Your objective — Copy out every line of the data where the word "Input" is found.
[[ Supplied information open ]]
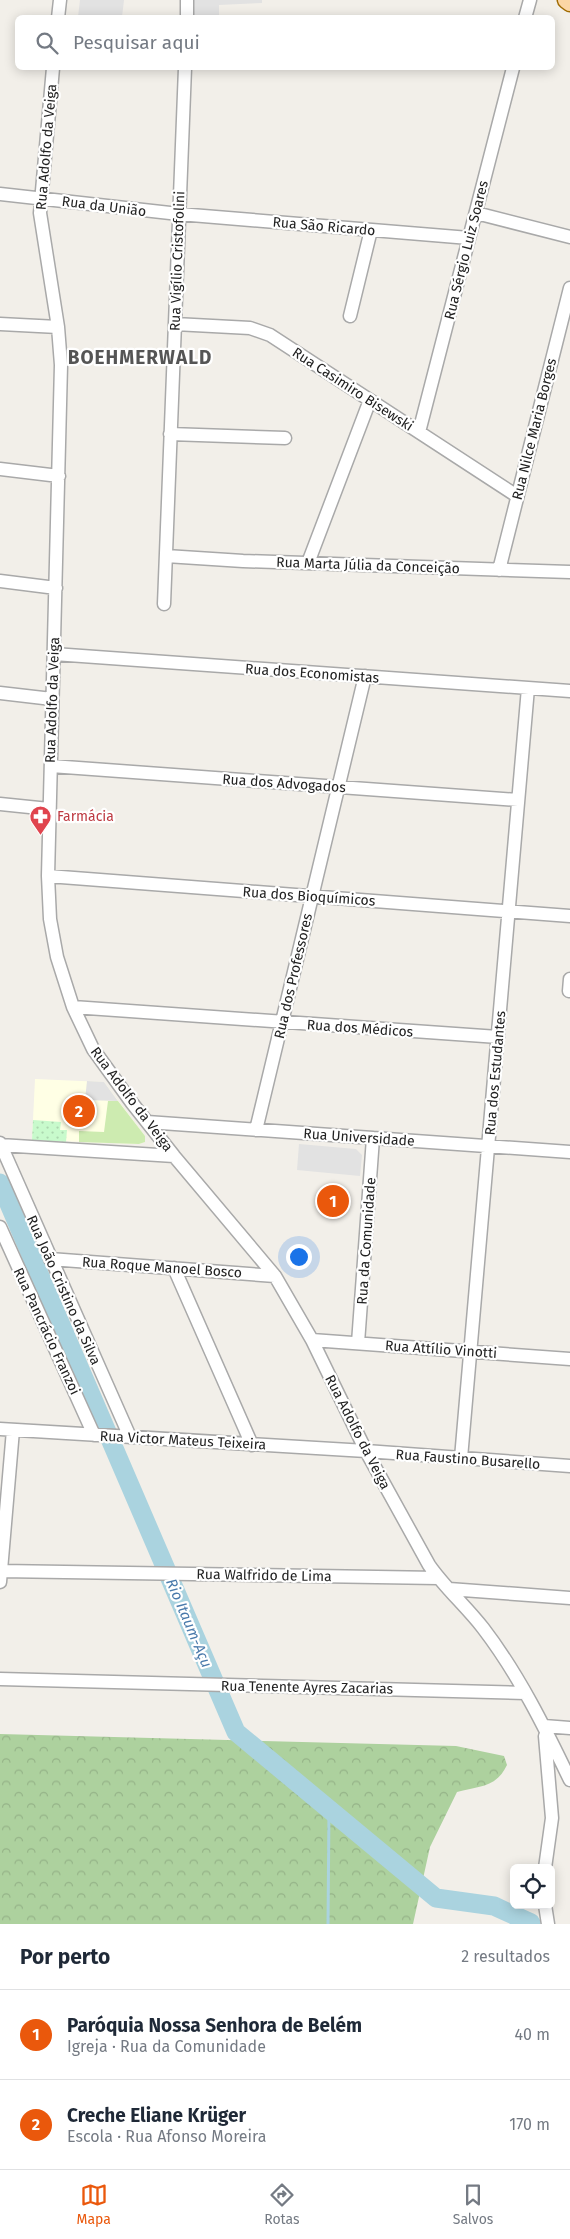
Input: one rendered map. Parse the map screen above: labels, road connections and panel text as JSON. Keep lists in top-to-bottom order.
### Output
[[ Supplied information closed ]]
[[ Supplied information open ]]
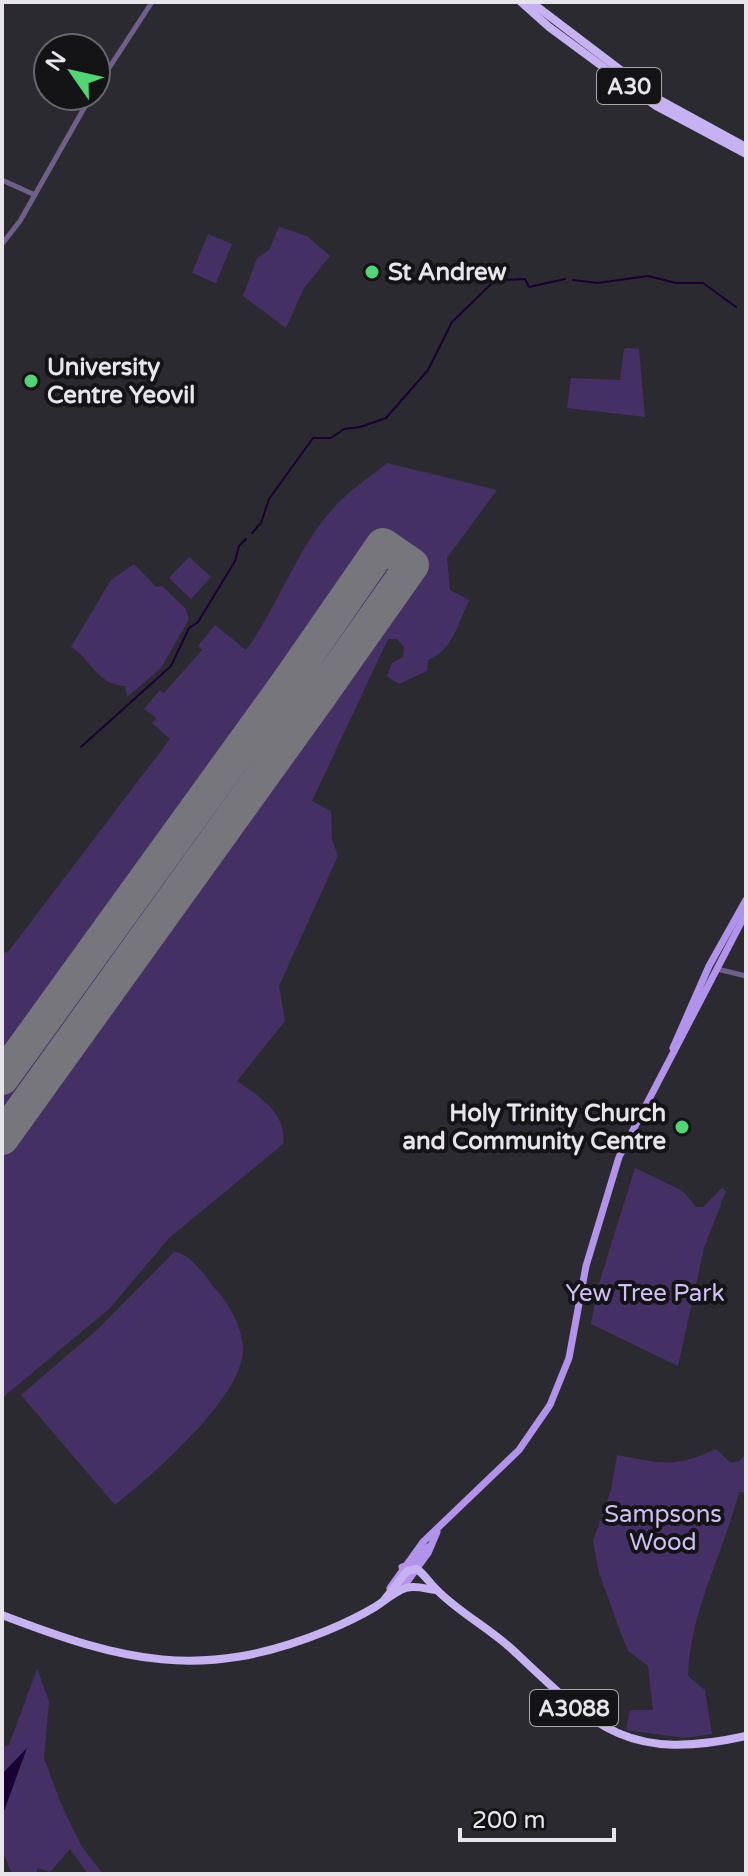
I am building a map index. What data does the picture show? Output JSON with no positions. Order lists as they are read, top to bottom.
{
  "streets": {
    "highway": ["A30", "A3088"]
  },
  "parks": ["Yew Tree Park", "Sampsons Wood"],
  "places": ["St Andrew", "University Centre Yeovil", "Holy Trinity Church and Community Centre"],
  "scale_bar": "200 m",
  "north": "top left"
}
[[ Supplied information closed ]]
[[ Supplied information open ]]
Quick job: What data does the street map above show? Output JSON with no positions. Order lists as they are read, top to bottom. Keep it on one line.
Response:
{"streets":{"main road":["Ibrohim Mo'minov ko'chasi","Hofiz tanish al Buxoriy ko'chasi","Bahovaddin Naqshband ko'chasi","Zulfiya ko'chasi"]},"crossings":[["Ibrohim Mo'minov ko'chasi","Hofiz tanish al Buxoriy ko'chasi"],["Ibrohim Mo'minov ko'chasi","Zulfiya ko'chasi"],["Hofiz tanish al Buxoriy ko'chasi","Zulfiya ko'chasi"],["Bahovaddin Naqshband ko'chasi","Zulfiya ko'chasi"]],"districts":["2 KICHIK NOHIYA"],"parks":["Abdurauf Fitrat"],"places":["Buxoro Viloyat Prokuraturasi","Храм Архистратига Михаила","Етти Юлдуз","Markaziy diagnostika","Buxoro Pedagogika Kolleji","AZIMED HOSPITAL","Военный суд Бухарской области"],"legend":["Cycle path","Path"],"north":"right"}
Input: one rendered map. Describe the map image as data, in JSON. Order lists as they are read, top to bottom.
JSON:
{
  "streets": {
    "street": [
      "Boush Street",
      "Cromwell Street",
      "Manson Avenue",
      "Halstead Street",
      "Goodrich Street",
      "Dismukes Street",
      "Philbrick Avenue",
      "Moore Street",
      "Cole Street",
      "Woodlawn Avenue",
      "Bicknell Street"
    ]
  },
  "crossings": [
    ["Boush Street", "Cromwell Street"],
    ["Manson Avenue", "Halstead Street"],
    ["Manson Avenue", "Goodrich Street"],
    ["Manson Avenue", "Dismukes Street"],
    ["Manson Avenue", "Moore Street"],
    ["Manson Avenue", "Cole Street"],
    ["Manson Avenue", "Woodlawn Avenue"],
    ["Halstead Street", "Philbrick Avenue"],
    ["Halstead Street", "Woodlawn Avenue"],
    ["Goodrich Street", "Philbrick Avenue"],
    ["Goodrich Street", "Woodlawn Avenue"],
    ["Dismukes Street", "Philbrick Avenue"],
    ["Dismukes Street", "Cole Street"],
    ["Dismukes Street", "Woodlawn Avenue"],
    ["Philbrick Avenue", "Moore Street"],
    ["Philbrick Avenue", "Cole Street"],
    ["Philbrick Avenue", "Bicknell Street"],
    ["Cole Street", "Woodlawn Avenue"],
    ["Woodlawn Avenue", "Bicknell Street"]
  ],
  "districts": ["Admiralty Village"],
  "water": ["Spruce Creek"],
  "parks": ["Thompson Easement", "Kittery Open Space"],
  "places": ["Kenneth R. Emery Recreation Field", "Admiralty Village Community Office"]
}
[[ Supplied information closed ]]
Task response —
Input: one rendered map. Parse the map screen above: labels, road connections and panel text as JSON. Keep lists in top-to-bottom order.
Input: one rendered map. Describe the map image as data, in JSON. Order lists as they are read, top to bottom.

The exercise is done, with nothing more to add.